Our famous seaweed, which often accompanies us on our beach trips, is an alternative and nutritious protein solution for those who are health conscious and do not accept anything of animal origin. In addition, they can fuel a new generation of sustainable fashion startups to create unusual and sustainable clothing. The fashion industry produces more than 100 billion pieces of clothing a year, about 14 pieces for every inhabitant of the Earth.
Most of it ends up in landfills or floods rivers and beaches in developing countries. Only some of them are recycled. In addition, according to Bloomberg, fashion is responsible for up to 10% of global warming carbon emissions, more than international air travel and ocean shipping combined. For Charlotte McCarthy, a researcher, designer and assistant professor at Arizona State University, solving this problem means thinking not only about where our clothes end up, but how they are made. Synthetic fabrics like polyester, the cheapest and most consumed of all, are made from fossil fuels. The dyes used to impregnate fabrics with black ink are obtained from argon.

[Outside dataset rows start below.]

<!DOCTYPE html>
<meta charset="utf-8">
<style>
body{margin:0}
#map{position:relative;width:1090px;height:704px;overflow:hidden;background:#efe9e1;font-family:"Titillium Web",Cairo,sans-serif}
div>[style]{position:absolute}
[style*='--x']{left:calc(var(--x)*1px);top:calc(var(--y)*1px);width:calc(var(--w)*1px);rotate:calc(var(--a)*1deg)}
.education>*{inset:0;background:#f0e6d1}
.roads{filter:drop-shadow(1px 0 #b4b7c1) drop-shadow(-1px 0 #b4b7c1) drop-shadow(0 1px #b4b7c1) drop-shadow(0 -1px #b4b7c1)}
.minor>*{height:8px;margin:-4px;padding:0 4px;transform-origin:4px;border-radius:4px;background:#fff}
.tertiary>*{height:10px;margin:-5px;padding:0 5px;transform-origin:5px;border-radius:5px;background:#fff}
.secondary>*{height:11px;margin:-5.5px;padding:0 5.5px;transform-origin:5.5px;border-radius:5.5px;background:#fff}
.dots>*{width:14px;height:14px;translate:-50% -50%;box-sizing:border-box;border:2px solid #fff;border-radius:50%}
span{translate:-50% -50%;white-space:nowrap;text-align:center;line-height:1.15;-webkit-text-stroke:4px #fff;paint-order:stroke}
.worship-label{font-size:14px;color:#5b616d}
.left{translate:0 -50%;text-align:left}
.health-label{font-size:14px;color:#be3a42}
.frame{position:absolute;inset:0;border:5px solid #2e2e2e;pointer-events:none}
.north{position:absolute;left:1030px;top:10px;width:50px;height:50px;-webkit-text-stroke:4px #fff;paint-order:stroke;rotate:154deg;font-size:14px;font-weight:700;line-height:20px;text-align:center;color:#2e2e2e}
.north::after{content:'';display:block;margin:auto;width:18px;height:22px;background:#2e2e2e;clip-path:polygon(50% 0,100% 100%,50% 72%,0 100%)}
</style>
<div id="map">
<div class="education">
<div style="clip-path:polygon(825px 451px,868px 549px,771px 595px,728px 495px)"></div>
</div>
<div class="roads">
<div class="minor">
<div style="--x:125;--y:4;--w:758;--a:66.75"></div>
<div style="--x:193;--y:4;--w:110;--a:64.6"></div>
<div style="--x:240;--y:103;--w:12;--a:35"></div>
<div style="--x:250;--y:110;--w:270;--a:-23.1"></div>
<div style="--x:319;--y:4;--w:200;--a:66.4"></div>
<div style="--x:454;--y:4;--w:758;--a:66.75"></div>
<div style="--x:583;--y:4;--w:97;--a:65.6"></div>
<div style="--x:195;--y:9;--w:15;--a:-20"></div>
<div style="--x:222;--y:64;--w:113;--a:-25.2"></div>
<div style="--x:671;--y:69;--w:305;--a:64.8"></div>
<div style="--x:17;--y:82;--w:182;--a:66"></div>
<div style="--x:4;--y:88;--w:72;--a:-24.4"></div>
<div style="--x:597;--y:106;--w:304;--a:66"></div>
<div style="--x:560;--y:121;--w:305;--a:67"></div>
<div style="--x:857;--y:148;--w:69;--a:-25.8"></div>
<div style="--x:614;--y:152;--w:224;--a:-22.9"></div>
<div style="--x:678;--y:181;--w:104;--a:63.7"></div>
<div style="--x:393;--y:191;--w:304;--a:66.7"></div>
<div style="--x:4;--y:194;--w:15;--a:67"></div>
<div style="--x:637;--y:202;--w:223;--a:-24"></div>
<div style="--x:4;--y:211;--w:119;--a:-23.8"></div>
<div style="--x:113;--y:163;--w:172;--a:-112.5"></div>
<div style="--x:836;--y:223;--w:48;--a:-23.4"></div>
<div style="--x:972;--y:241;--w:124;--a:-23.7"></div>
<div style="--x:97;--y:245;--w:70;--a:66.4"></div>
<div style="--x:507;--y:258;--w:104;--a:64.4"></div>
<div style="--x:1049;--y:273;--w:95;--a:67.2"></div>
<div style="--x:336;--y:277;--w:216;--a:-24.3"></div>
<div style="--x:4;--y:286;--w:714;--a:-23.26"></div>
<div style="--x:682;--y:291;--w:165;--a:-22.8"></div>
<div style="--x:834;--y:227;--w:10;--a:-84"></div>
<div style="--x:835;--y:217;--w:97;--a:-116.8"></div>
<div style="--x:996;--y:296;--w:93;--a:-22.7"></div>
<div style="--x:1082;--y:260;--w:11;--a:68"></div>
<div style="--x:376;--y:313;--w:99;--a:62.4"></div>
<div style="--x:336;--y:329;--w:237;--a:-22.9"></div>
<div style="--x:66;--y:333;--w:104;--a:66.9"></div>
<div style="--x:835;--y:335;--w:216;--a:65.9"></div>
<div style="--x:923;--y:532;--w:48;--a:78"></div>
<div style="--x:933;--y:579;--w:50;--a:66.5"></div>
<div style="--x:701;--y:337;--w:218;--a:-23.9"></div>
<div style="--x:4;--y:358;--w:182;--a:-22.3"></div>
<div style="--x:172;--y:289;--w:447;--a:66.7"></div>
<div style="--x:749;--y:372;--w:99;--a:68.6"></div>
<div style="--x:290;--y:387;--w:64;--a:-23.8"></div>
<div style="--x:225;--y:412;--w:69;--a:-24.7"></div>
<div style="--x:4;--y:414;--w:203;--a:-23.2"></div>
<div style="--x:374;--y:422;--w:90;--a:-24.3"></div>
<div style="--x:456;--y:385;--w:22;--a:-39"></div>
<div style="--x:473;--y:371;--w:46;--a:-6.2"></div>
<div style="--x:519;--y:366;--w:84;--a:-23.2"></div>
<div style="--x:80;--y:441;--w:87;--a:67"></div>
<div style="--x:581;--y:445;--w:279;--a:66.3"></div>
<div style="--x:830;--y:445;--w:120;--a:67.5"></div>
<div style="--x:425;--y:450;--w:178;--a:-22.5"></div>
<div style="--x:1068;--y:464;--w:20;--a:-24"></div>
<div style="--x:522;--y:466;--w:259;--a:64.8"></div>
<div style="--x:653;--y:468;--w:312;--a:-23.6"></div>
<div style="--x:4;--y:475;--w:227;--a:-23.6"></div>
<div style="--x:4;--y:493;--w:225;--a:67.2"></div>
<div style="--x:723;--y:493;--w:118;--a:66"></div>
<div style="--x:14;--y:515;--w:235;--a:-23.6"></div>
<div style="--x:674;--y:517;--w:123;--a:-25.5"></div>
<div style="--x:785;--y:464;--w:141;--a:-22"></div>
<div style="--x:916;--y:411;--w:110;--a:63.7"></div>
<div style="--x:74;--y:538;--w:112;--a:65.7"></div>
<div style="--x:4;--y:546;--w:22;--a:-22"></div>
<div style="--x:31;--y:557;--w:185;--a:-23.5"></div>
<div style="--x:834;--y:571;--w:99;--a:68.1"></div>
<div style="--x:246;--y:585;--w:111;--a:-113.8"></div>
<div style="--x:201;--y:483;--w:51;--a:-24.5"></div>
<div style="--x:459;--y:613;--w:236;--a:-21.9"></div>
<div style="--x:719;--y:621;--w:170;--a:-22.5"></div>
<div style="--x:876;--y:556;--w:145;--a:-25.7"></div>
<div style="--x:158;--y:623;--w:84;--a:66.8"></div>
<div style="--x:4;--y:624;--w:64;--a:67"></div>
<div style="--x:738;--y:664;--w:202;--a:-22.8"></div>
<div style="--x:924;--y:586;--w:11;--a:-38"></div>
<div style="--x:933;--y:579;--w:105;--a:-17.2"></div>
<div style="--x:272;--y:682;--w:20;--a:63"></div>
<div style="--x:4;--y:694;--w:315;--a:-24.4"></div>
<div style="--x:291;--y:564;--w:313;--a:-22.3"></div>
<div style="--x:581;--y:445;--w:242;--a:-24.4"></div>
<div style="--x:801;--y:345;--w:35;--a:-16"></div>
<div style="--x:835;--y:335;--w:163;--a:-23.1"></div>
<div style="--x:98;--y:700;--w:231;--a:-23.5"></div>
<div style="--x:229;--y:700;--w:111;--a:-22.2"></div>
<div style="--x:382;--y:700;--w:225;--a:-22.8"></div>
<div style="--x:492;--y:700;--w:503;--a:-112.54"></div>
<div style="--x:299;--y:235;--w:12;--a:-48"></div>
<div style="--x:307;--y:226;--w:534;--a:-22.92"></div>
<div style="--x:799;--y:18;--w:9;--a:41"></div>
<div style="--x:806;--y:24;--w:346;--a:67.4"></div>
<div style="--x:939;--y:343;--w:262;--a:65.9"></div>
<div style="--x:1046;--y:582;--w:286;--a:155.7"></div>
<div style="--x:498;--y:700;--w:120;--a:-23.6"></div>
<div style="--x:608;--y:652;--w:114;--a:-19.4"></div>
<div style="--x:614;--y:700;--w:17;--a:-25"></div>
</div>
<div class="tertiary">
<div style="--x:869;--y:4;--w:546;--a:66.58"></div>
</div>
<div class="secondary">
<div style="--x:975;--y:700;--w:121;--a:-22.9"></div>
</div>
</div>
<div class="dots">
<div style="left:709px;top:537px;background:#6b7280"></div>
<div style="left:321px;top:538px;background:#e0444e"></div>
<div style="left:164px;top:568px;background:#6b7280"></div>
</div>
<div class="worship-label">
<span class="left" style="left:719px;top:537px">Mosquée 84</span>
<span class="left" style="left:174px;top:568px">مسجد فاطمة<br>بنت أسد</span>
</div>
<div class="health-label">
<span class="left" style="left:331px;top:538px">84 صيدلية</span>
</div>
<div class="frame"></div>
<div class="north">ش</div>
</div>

So in 2018, Macardi began designing a raincoat made from pollution-absorbing seaweed, and this translucent garment was on display at the Cooper Hewitt Smithsonian Design Museum in New York in 2019. Macardi also collaborated with fashion designer Philip Lim to create a dress covered in green. sequins from the same material.
“I’m trying to emphasize that it’s not just about where our clothes go, but where they come from – 60% of clothes are fossil fuels,” says the designer. “So I did a lot of experiments and collected an endless amount of technologies, failed hundreds of times before I was able to create this transparent, very stable plastic that is completely free of synthetics and chemicals and is made only from algae.” From hemp to mushrooms, from eucalyptus to bamboo, more and more startups are looking to nature for just such solutions.
And they’re being noticed by retail giants like Swedish group H&M, which aims to make all of its products from recycled or sustainable materials by 2030. In particular, algae, which are already used in biofuels and bioplastics, are of interest because they grow quickly and cheaply, do not require much water, and absorb carbon dioxide from the air. Photosynthesising aquatic organisms produce about 70% of the oxygen in our atmosphere, more than all forests combined.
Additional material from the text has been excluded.